## TRY IT
Each line below should be written out again without any change.

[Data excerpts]
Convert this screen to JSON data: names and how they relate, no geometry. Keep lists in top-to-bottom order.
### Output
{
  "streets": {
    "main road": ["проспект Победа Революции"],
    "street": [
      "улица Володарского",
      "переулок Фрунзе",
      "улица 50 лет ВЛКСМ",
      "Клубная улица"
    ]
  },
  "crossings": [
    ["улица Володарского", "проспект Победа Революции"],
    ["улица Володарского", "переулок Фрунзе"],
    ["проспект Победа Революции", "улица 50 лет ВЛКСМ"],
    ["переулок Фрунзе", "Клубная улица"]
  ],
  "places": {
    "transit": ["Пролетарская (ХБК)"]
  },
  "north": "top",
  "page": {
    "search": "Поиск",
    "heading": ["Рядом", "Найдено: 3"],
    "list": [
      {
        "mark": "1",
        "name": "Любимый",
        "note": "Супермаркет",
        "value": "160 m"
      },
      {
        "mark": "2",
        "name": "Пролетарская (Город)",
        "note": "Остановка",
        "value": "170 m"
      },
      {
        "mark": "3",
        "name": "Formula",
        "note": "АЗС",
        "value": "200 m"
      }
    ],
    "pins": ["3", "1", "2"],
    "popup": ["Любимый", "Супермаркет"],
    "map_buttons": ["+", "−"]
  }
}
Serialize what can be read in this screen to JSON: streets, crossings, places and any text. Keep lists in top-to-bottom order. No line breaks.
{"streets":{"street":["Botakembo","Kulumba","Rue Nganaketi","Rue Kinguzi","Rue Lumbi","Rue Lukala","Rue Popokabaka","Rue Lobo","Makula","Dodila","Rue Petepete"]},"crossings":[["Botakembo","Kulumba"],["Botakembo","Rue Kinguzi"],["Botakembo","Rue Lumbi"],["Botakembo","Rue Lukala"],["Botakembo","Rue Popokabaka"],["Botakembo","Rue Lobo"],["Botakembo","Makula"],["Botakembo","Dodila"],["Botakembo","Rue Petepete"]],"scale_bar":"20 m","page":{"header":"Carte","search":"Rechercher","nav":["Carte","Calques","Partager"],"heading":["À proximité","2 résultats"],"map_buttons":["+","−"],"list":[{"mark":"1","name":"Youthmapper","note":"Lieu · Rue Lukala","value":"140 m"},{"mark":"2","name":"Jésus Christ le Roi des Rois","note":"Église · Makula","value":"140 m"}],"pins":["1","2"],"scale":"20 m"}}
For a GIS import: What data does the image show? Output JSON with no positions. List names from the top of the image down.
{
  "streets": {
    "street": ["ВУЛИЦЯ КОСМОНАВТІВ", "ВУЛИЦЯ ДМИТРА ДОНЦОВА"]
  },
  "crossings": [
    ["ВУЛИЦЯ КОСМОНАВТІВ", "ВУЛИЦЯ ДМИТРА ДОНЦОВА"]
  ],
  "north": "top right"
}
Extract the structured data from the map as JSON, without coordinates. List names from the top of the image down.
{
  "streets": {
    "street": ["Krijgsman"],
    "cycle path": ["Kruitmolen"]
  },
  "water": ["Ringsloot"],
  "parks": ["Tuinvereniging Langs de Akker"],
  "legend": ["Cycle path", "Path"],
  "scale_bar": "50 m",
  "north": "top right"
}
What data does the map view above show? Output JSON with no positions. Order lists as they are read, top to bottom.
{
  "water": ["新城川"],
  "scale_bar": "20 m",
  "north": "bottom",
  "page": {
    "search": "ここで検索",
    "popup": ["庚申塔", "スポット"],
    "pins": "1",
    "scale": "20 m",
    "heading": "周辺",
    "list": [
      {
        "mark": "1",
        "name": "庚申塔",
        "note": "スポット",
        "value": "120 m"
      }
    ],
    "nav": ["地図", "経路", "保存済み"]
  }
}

## RESULT FOR THIS EXERCISE
Convert this screen to JSON data: names and how they relate, no geometry. Keep lists in top-to-bottom order.
### Output
{
  "streets": {
    "main road": ["проспект Победа Революции"],
    "street": [
      "улица Володарского",
      "переулок Фрунзе",
      "улица 50 лет ВЛКСМ",
      "Клубная улица"
    ]
  },
  "crossings": [
    ["улица Володарского", "проспект Победа Революции"],
    ["улица Володарского", "переулок Фрунзе"],
    ["проспект Победа Революции", "улица 50 лет ВЛКСМ"],
    ["переулок Фрунзе", "Клубная улица"]
  ],
  "places": {
    "transit": ["Пролетарская (ХБК)"]
  },
  "north": "top",
  "page": {
    "search": "Поиск",
    "heading": ["Рядом", "Найдено: 3"],
    "list": [
      {
        "mark": "1",
        "name": "Любимый",
        "note": "Супермаркет",
        "value": "160 m"
      },
      {
        "mark": "2",
        "name": "Пролетарская (Город)",
        "note": "Остановка",
        "value": "170 m"
      },
      {
        "mark": "3",
        "name": "Formula",
        "note": "АЗС",
        "value": "200 m"
      }
    ],
    "pins": ["3", "1", "2"],
    "popup": ["Любимый", "Супермаркет"],
    "map_buttons": ["+", "−"]
  }
}
Serialize what can be read in this screen to JSON: streets, crossings, places and any text. Keep lists in top-to-bottom order. No line breaks.
{"streets":{"street":["Botakembo","Kulumba","Rue Nganaketi","Rue Kinguzi","Rue Lumbi","Rue Lukala","Rue Popokabaka","Rue Lobo","Makula","Dodila","Rue Petepete"]},"crossings":[["Botakembo","Kulumba"],["Botakembo","Rue Kinguzi"],["Botakembo","Rue Lumbi"],["Botakembo","Rue Lukala"],["Botakembo","Rue Popokabaka"],["Botakembo","Rue Lobo"],["Botakembo","Makula"],["Botakembo","Dodila"],["Botakembo","Rue Petepete"]],"scale_bar":"20 m","page":{"header":"Carte","search":"Rechercher","nav":["Carte","Calques","Partager"],"heading":["À proximité","2 résultats"],"map_buttons":["+","−"],"list":[{"mark":"1","name":"Youthmapper","note":"Lieu · Rue Lukala","value":"140 m"},{"mark":"2","name":"Jésus Christ le Roi des Rois","note":"Église · Makula","value":"140 m"}],"pins":["1","2"],"scale":"20 m"}}
For a GIS import: What data does the image show? Output JSON with no positions. List names from the top of the image down.
{
  "streets": {
    "street": ["ВУЛИЦЯ КОСМОНАВТІВ", "ВУЛИЦЯ ДМИТРА ДОНЦОВА"]
  },
  "crossings": [
    ["ВУЛИЦЯ КОСМОНАВТІВ", "ВУЛИЦЯ ДМИТРА ДОНЦОВА"]
  ],
  "north": "top right"
}
Extract the structured data from the map as JSON, without coordinates. List names from the top of the image down.
{
  "streets": {
    "street": ["Krijgsman"],
    "cycle path": ["Kruitmolen"]
  },
  "water": ["Ringsloot"],
  "parks": ["Tuinvereniging Langs de Akker"],
  "legend": ["Cycle path", "Path"],
  "scale_bar": "50 m",
  "north": "top right"
}
What data does the map view above show? Output JSON with no positions. Order lists as they are read, top to bottom.
{
  "water": ["新城川"],
  "scale_bar": "20 m",
  "north": "bottom",
  "page": {
    "search": "ここで検索",
    "popup": ["庚申塔", "スポット"],
    "pins": "1",
    "scale": "20 m",
    "heading": "周辺",
    "list": [
      {
        "mark": "1",
        "name": "庚申塔",
        "note": "スポット",
        "value": "120 m"
      }
    ],
    "nav": ["地図", "経路", "保存済み"]
  }
}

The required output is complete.